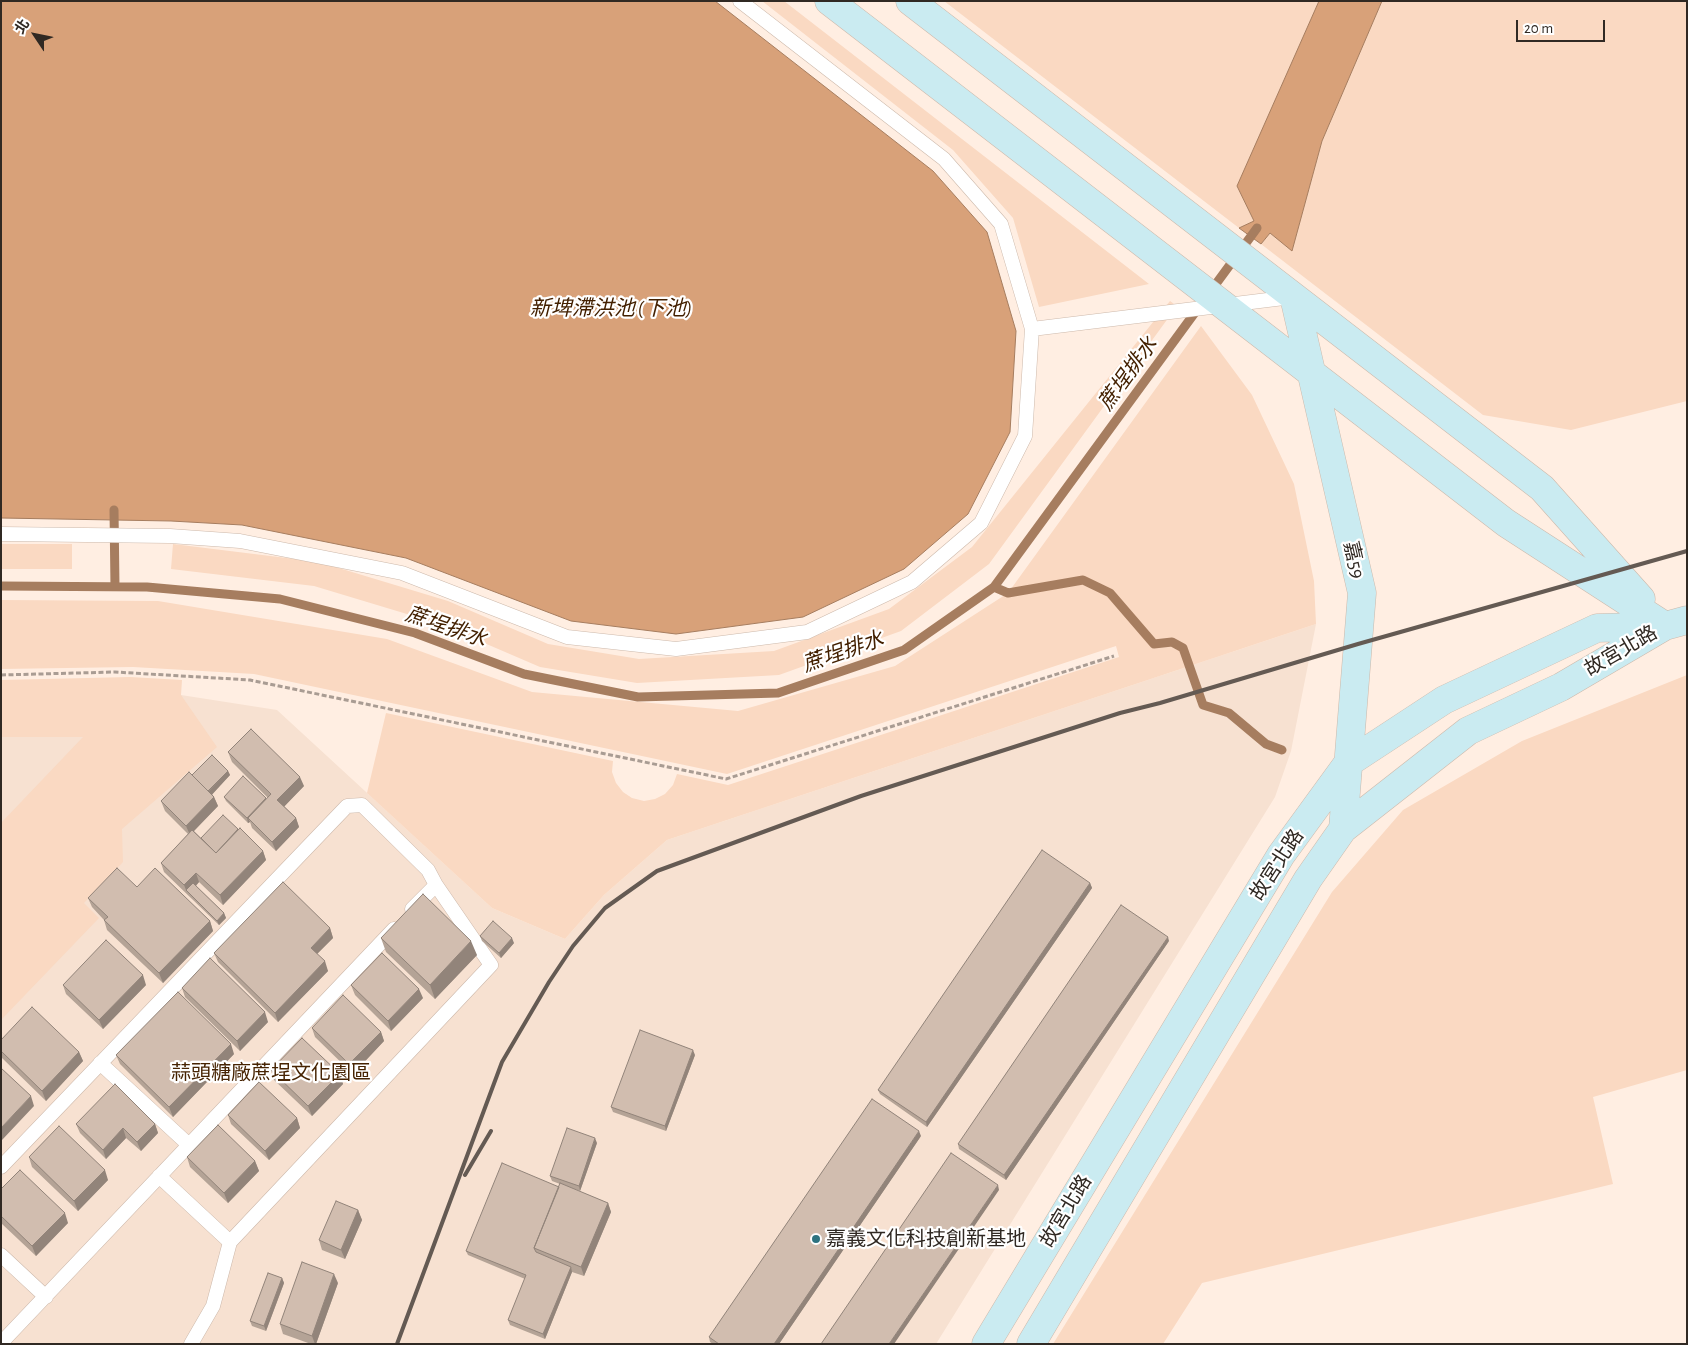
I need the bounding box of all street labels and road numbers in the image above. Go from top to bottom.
street label: 嘉59 [1338,539,1370,581]
street label: 故宮北路 [1580,621,1662,681]
street label: 故宮北路 [1245,825,1309,905]
street label: 故宮北路 [1035,1171,1097,1251]

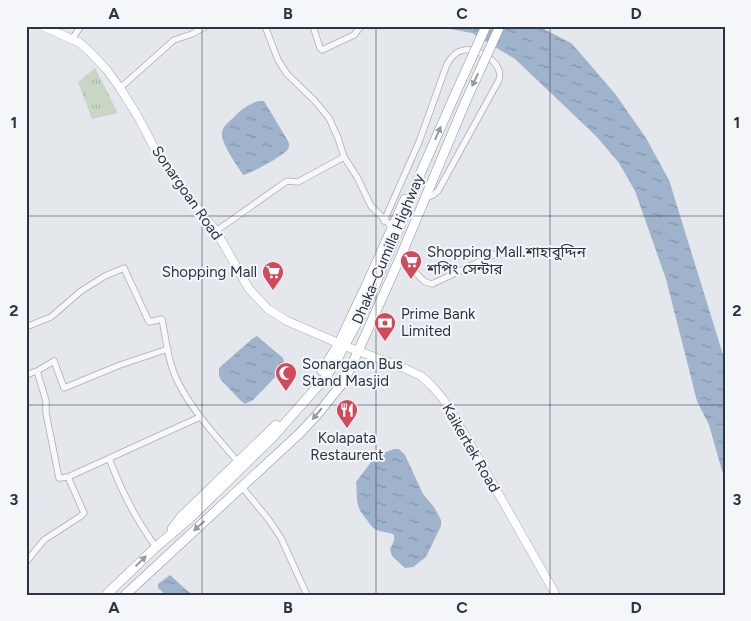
# # #
■ Task statement ■
Set the listing down in full and exactly. Pictures within it should not appear in the copy.

■ Completed exercise ■
I need the bounding box of all street labels and road numbers in the image above. Go from top to bottom.
street label: 嘉59 [1338,539,1370,581]
street label: 故宮北路 [1580,621,1662,681]
street label: 故宮北路 [1245,825,1309,905]
street label: 故宮北路 [1035,1171,1097,1251]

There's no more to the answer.